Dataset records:
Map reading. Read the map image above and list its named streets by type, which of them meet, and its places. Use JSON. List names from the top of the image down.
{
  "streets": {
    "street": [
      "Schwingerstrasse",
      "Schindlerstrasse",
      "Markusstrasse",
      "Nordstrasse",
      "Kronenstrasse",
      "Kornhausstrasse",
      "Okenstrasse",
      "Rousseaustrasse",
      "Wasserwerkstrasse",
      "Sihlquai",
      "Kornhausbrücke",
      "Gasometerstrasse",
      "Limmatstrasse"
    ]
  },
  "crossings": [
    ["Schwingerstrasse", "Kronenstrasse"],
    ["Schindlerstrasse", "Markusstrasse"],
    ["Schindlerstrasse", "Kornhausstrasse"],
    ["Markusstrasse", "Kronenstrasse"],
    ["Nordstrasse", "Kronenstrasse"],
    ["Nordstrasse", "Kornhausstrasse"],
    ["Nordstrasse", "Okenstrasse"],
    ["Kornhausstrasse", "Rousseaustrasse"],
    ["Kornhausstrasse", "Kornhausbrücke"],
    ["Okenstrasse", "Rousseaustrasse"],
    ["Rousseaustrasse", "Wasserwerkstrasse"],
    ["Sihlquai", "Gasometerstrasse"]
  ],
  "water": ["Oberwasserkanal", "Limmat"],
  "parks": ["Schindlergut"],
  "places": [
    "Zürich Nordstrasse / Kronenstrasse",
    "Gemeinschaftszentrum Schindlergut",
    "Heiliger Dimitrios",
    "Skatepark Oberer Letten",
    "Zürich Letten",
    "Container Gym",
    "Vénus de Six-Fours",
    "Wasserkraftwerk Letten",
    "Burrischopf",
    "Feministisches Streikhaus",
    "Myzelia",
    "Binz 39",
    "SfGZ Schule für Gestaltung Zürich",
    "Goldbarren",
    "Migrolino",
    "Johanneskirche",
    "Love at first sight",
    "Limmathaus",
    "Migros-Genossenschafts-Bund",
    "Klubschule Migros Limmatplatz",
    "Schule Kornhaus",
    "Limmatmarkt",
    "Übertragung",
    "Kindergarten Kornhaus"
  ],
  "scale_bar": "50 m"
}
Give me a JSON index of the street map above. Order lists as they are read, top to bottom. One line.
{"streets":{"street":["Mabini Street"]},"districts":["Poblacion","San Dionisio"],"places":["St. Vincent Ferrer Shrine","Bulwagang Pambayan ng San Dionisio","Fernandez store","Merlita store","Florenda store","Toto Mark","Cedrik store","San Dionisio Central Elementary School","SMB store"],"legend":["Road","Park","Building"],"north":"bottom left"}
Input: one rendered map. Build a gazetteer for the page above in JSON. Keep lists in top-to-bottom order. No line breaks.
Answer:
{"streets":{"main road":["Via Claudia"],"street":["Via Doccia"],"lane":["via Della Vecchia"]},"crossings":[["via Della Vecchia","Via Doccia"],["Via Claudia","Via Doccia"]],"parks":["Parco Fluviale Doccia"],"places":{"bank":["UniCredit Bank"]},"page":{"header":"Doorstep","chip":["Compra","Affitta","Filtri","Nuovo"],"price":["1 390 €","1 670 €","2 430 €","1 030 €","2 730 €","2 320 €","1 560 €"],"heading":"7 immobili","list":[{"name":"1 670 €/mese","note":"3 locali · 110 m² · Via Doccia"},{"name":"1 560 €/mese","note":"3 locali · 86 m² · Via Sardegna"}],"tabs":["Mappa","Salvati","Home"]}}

▸ DESCRIPTION OF THE TASK:
Could you output all of the records above exactly as given?

▸ TASK ANSWER:
Map reading. Read the map image above and list its named streets by type, which of them meet, and its places. Use JSON. List names from the top of the image down.
{
  "streets": {
    "street": [
      "Schwingerstrasse",
      "Schindlerstrasse",
      "Markusstrasse",
      "Nordstrasse",
      "Kronenstrasse",
      "Kornhausstrasse",
      "Okenstrasse",
      "Rousseaustrasse",
      "Wasserwerkstrasse",
      "Sihlquai",
      "Kornhausbrücke",
      "Gasometerstrasse",
      "Limmatstrasse"
    ]
  },
  "crossings": [
    ["Schwingerstrasse", "Kronenstrasse"],
    ["Schindlerstrasse", "Markusstrasse"],
    ["Schindlerstrasse", "Kornhausstrasse"],
    ["Markusstrasse", "Kronenstrasse"],
    ["Nordstrasse", "Kronenstrasse"],
    ["Nordstrasse", "Kornhausstrasse"],
    ["Nordstrasse", "Okenstrasse"],
    ["Kornhausstrasse", "Rousseaustrasse"],
    ["Kornhausstrasse", "Kornhausbrücke"],
    ["Okenstrasse", "Rousseaustrasse"],
    ["Rousseaustrasse", "Wasserwerkstrasse"],
    ["Sihlquai", "Gasometerstrasse"]
  ],
  "water": ["Oberwasserkanal", "Limmat"],
  "parks": ["Schindlergut"],
  "places": [
    "Zürich Nordstrasse / Kronenstrasse",
    "Gemeinschaftszentrum Schindlergut",
    "Heiliger Dimitrios",
    "Skatepark Oberer Letten",
    "Zürich Letten",
    "Container Gym",
    "Vénus de Six-Fours",
    "Wasserkraftwerk Letten",
    "Burrischopf",
    "Feministisches Streikhaus",
    "Myzelia",
    "Binz 39",
    "SfGZ Schule für Gestaltung Zürich",
    "Goldbarren",
    "Migrolino",
    "Johanneskirche",
    "Love at first sight",
    "Limmathaus",
    "Migros-Genossenschafts-Bund",
    "Klubschule Migros Limmatplatz",
    "Schule Kornhaus",
    "Limmatmarkt",
    "Übertragung",
    "Kindergarten Kornhaus"
  ],
  "scale_bar": "50 m"
}
Give me a JSON index of the street map above. Order lists as they are read, top to bottom. One line.
{"streets":{"street":["Mabini Street"]},"districts":["Poblacion","San Dionisio"],"places":["St. Vincent Ferrer Shrine","Bulwagang Pambayan ng San Dionisio","Fernandez store","Merlita store","Florenda store","Toto Mark","Cedrik store","San Dionisio Central Elementary School","SMB store"],"legend":["Road","Park","Building"],"north":"bottom left"}
Input: one rendered map. Build a gazetteer for the page above in JSON. Keep lists in top-to-bottom order. No line breaks.
Answer:
{"streets":{"main road":["Via Claudia"],"street":["Via Doccia"],"lane":["via Della Vecchia"]},"crossings":[["via Della Vecchia","Via Doccia"],["Via Claudia","Via Doccia"]],"parks":["Parco Fluviale Doccia"],"places":{"bank":["UniCredit Bank"]},"page":{"header":"Doorstep","chip":["Compra","Affitta","Filtri","Nuovo"],"price":["1 390 €","1 670 €","2 430 €","1 030 €","2 730 €","2 320 €","1 560 €"],"heading":"7 immobili","list":[{"name":"1 670 €/mese","note":"3 locali · 110 m² · Via Doccia"},{"name":"1 560 €/mese","note":"3 locali · 86 m² · Via Sardegna"}],"tabs":["Mappa","Salvati","Home"]}}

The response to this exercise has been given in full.